Friday, November 13, 2020

ENG 281 Fall 2020 (Week 9: 1982 - 1984)

 The World in 1982:

Film in 1982:

Blade Runner  (USA: Ridley Scott, 1982) [Rotten Tomatoes: "Misunderstood when it first hit theaters, the influence of Ridley Scott's mysterious, neo-noir Blade Runner has deepened with time. A visually remarkable, achingly human sci-fi masterpiece. Deckard (Harrison Ford) is forced by the police Boss (M. Emmet Walsh) to continue his old job as Replicant Hunter. His assignment: eliminate four escaped Replicants from the colonies who have returned to Earth. Before starting the job, Deckard goes to the Tyrell Corporation and he meets Rachel (Sean Young), a Replicant girl he falls in love with." MB: I am a huge SF nerd, but I have demands for the genre that are rarely met. This film exceeds my desire for intelligent SF that pushes us to think about the human condition in new and profound ways. The source novel Philip K. Dick's  Do Androids Dream of Electric Sheep? (1968) is a masterpiece and a great example of how he uses his fiction to question how we perceive our realities (and how some try to control our varying perceptions). Ridley Scott pulls off the impossible and makes an imagistic narrative that equals the book's power without losing the story. The noirish visual aesthetic was so powerful, it influenced generations of future filmmakers and entered into the DNA of the SF genre.  The recent surprise sequel Blade Runner 2049 (2017) is also worth checking out and if you watch the first, you are welcome to watch the second and write a response. There are five versions of the 1982 film, I would recommend the Director Cut or Final Cut. I would classify this film as a great philosophical film on "what it means to be human."]

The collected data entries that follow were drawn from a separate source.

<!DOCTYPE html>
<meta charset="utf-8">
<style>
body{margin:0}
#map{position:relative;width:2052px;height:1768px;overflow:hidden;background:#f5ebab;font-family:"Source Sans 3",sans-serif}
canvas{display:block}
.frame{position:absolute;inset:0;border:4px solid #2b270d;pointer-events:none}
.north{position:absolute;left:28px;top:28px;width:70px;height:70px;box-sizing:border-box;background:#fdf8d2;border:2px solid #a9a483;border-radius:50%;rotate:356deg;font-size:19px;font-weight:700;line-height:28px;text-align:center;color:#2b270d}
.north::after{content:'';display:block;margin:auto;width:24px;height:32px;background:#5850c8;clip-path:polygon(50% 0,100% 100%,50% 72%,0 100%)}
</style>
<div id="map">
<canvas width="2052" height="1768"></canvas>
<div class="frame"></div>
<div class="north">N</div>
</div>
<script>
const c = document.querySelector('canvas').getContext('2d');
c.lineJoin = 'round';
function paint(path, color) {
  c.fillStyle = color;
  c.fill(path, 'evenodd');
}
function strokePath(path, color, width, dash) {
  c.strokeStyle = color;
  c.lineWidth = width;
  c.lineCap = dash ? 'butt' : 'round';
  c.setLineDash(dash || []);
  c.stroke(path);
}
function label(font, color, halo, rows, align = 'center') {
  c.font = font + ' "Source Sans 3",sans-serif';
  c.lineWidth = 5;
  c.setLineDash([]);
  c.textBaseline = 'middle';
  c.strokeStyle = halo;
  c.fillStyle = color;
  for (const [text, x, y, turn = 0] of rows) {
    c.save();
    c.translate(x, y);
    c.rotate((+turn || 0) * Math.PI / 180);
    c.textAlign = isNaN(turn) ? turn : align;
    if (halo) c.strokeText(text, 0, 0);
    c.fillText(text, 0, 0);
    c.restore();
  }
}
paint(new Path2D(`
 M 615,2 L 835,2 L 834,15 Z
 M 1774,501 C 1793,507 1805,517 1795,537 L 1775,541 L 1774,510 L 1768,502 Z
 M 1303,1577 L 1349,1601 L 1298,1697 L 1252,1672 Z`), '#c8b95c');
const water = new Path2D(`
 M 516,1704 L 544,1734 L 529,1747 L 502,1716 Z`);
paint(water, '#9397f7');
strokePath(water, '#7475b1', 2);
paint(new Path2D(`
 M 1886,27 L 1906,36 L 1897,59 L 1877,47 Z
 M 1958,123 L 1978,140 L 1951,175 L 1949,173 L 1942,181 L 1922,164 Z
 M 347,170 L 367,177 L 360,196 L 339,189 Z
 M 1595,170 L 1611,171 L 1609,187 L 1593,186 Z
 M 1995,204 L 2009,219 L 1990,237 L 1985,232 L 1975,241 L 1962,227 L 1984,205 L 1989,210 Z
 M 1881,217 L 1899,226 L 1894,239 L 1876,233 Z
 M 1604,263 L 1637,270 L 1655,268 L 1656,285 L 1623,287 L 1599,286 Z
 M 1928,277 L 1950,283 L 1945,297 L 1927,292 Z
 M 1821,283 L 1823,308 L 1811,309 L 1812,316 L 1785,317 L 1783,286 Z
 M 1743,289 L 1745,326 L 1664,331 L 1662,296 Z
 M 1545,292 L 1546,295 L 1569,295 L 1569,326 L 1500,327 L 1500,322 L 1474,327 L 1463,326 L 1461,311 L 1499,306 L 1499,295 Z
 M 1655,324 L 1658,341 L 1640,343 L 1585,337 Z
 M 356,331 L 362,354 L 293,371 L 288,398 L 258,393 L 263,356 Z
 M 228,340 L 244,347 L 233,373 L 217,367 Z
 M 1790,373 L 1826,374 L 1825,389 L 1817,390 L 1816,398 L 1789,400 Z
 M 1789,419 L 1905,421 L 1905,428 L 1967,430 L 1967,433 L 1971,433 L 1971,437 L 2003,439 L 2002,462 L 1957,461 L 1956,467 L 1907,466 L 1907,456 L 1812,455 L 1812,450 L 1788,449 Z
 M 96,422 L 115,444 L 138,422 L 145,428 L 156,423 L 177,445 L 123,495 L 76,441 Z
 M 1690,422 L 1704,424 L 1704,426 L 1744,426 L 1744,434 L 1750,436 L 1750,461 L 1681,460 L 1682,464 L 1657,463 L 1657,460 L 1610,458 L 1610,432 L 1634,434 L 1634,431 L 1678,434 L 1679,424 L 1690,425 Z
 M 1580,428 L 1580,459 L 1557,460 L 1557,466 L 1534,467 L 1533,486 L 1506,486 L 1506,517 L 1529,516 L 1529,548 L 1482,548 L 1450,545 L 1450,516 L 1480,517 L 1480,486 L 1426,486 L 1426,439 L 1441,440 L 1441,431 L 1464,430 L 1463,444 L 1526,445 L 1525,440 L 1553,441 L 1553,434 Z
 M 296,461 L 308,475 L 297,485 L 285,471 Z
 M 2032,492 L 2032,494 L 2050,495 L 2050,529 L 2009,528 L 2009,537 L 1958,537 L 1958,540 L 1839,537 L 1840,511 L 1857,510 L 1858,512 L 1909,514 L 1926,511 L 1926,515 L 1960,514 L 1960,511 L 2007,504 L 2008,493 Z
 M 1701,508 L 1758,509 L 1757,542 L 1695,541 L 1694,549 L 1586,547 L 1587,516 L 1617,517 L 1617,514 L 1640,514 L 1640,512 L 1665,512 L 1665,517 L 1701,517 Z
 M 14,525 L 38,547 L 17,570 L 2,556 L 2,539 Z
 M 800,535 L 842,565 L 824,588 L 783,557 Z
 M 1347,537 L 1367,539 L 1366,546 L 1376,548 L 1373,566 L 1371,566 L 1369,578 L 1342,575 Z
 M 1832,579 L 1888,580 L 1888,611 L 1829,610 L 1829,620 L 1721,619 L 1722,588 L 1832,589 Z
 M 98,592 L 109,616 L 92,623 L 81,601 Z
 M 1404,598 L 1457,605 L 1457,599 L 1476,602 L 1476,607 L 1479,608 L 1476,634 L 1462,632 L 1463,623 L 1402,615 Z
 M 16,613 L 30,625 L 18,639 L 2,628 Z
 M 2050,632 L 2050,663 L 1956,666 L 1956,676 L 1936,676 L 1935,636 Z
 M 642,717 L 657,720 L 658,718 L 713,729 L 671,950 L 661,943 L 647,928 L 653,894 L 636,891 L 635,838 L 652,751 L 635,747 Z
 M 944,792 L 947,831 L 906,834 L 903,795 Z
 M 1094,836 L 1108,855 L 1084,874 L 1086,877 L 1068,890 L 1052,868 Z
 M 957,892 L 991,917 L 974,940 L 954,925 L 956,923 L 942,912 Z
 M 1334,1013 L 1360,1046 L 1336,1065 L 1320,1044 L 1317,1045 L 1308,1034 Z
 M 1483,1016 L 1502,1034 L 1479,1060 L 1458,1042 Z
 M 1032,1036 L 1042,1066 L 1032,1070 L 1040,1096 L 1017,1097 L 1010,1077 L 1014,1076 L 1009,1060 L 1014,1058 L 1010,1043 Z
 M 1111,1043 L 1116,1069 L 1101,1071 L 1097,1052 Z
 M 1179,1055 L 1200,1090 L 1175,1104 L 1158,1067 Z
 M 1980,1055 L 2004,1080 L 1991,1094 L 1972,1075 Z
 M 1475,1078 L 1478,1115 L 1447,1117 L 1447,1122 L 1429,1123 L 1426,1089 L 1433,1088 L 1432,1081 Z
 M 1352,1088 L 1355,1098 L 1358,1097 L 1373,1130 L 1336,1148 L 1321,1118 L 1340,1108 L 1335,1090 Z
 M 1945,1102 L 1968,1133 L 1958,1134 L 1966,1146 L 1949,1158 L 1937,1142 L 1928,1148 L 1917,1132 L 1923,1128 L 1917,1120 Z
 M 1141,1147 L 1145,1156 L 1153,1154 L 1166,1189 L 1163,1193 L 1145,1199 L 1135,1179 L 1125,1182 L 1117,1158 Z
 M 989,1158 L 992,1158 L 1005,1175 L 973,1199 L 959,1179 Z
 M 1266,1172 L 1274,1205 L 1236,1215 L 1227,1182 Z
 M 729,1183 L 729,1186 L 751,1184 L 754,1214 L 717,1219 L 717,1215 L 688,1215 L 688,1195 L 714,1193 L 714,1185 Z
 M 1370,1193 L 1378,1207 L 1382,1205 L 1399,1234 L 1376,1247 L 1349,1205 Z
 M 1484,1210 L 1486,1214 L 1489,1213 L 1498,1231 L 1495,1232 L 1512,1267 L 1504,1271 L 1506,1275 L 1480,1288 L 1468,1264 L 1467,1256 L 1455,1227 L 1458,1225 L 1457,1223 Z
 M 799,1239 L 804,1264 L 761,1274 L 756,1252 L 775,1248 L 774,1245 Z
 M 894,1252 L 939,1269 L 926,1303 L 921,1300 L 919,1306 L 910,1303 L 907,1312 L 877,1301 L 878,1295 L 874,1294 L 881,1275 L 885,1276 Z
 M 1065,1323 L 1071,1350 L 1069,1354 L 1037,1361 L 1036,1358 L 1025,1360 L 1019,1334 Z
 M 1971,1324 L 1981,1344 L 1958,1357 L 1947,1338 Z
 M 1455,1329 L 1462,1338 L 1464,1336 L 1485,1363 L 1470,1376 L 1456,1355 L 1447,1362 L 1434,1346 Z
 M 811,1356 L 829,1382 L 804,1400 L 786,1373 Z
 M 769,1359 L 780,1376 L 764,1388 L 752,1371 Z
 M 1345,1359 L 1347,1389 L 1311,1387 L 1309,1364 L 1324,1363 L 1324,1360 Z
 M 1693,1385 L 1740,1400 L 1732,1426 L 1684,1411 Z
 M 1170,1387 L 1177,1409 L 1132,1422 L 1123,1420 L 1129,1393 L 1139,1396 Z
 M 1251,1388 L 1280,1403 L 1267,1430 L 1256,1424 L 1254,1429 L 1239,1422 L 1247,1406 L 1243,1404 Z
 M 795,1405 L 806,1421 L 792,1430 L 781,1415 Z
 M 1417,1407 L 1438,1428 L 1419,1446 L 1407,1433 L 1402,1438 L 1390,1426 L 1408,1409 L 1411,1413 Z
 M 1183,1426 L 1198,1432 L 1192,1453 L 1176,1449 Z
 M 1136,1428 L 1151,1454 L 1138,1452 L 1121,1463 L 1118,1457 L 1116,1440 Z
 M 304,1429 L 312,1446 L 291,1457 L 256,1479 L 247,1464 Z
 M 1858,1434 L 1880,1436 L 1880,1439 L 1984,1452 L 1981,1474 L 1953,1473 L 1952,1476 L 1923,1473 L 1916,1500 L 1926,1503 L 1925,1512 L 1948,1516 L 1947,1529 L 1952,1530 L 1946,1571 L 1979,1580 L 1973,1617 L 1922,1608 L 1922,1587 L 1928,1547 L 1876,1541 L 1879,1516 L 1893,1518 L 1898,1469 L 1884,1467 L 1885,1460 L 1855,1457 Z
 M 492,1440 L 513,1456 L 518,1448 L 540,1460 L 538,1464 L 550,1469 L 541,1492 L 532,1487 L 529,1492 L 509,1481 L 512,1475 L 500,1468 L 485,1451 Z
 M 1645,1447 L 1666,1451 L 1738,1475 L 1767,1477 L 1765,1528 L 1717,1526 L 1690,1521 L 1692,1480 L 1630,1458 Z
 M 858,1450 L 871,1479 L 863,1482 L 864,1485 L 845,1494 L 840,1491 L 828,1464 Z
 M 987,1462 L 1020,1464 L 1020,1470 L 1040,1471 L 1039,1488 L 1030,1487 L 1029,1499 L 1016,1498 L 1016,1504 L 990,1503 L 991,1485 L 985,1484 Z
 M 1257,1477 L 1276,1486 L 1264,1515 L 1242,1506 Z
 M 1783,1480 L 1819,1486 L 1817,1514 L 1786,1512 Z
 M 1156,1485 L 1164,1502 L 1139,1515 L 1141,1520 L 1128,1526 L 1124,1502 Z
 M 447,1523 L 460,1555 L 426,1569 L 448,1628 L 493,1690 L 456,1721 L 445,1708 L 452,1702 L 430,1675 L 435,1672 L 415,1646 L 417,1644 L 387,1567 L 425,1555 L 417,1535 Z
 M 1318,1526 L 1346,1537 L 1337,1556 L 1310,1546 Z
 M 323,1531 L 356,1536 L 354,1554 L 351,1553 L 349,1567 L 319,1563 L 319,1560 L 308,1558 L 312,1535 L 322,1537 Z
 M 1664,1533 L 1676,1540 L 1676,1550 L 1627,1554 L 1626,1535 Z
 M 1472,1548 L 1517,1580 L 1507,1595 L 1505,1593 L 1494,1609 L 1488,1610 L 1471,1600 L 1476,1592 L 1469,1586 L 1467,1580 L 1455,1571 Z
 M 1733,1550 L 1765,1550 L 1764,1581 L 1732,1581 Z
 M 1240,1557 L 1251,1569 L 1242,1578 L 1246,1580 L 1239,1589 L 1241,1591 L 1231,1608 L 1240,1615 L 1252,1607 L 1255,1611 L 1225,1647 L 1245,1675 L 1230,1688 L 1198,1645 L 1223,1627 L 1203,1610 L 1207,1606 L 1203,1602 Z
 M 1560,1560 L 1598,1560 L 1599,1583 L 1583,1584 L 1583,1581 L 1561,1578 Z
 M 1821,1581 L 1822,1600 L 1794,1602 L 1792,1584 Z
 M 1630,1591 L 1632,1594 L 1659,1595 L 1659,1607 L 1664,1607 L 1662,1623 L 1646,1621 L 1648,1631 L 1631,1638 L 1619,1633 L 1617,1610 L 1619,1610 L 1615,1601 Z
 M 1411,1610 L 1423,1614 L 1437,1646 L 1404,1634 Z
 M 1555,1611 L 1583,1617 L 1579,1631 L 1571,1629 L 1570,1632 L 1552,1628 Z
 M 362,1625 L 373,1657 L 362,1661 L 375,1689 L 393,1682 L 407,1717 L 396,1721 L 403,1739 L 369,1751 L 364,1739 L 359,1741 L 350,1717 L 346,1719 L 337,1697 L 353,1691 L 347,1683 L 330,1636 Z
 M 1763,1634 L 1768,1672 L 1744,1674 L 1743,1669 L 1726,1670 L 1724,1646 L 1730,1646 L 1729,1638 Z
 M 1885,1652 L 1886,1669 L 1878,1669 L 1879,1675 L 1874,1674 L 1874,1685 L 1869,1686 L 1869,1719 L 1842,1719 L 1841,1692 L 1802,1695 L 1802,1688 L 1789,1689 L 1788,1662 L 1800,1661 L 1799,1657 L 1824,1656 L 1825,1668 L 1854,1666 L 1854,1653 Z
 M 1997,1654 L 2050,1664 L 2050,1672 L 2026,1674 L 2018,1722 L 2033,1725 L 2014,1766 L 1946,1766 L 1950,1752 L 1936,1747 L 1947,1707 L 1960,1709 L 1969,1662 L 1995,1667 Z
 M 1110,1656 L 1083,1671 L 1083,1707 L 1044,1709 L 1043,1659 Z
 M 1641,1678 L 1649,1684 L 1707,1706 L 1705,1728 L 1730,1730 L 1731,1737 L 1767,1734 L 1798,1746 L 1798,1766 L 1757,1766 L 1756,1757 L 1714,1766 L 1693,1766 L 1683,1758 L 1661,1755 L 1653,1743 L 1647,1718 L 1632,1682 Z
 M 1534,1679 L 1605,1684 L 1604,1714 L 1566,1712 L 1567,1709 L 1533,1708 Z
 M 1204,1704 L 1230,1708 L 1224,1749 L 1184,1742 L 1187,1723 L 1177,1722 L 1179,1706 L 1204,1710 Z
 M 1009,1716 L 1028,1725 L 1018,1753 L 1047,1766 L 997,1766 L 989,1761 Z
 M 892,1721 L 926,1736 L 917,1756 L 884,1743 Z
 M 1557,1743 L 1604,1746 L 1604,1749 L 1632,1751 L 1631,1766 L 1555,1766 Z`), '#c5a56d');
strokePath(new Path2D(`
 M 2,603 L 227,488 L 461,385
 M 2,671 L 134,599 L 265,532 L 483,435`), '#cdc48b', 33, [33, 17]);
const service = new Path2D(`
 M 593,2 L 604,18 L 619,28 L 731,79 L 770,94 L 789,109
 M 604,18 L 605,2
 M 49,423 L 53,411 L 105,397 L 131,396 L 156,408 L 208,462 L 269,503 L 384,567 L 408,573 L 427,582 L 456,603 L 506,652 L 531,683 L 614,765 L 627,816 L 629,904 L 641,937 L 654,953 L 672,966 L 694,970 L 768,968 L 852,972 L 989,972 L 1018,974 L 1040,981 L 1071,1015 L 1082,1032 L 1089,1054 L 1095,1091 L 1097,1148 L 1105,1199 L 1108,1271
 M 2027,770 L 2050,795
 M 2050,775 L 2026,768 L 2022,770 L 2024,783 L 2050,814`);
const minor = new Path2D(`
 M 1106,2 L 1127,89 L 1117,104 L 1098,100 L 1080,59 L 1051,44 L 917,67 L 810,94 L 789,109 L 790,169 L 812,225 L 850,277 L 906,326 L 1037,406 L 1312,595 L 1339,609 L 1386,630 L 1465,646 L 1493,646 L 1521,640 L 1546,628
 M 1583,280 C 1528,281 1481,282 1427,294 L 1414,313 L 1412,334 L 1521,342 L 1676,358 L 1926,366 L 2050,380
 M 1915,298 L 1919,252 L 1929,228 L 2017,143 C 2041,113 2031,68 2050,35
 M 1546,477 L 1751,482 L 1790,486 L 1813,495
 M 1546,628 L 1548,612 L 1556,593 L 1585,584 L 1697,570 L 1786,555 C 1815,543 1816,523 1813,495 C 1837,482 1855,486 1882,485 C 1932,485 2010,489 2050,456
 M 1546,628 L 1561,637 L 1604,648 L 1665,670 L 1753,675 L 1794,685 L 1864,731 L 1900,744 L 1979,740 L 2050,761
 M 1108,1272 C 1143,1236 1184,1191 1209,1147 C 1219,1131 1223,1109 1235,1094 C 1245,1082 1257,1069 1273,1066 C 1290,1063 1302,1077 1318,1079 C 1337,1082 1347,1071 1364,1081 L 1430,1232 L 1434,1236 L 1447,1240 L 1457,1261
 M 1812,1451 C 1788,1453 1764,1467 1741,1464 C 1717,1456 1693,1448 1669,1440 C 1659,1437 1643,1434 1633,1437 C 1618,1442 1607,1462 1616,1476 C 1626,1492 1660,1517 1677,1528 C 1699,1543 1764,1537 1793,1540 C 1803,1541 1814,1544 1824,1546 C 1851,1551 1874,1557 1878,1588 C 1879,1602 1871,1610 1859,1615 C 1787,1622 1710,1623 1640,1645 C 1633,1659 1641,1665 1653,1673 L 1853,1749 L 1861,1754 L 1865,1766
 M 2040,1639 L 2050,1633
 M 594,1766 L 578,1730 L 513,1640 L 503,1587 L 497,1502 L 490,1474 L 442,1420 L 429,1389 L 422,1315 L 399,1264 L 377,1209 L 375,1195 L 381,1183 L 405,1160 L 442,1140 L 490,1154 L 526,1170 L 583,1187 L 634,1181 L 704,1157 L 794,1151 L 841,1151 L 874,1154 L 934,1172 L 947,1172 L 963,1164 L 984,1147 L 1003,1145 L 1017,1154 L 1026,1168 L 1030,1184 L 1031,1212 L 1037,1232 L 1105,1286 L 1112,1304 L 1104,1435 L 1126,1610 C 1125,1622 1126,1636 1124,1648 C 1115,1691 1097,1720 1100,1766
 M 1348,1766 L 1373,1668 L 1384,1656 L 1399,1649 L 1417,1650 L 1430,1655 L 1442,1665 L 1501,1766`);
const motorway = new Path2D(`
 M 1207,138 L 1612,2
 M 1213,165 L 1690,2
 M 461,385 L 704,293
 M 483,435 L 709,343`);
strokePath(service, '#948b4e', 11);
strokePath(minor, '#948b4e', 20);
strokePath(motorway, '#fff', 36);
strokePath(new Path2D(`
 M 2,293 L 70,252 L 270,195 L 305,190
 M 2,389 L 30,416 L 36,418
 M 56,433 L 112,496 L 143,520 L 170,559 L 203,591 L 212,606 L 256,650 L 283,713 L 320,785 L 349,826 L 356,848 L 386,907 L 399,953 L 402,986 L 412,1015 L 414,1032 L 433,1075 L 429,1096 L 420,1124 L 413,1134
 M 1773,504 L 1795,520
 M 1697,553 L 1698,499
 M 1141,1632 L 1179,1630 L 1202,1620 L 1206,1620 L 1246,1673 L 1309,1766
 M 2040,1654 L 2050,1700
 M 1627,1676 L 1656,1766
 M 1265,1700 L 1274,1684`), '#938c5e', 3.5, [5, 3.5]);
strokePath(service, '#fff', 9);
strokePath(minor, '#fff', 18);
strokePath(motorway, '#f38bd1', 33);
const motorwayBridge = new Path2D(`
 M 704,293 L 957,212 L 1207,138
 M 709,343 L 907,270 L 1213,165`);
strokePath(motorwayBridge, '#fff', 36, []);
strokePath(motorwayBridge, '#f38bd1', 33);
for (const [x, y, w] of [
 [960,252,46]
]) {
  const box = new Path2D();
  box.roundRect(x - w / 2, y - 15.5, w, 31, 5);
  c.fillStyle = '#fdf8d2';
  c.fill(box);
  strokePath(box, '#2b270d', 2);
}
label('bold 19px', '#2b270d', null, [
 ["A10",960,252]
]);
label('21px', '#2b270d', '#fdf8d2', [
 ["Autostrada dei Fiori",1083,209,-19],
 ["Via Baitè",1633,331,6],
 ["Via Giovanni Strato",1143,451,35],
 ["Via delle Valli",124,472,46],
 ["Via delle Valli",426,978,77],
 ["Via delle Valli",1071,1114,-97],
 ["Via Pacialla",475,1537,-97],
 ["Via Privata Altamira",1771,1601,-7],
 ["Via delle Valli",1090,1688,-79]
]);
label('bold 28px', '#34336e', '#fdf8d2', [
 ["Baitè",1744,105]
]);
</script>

The Draughtsman's Contract (UK: Peter Greenaway, 1982) [BFI: "Peter Greenaway became a director of international status with this witty, stylised, erotic country house murder mystery. In an apparently idyllic 17th century Wiltshire, an ambitious draughtsman is commissioned by the wife of an aristocrat to produce twelve drawings of her husband's estate and negotiates terms to include sexual favours from his employer. But when a corpse is dragged from the moat, the draughtsman's drawings may reveal more than he realised. Extravagant costumes, a twisting plot, elegantly barbed dialogue and a mesmerising score by Michael Nyman make the film a treat for ear, eye and mind. Peter Greenaway, who worked closely with the BFI for the release of this DVD and who has written the sleeve notes, comments: "Should an artist draw what he sees or draw what he knows? Sight and knowledge are not at all the same thing. Seeing and believing. Just because you have eyes does not mean you can see." MB: Peter Greenaway brings his practice of and fascination with art to the forefront of this delicious period drama/mystery. Brilliant set pieces and witty dialogue.]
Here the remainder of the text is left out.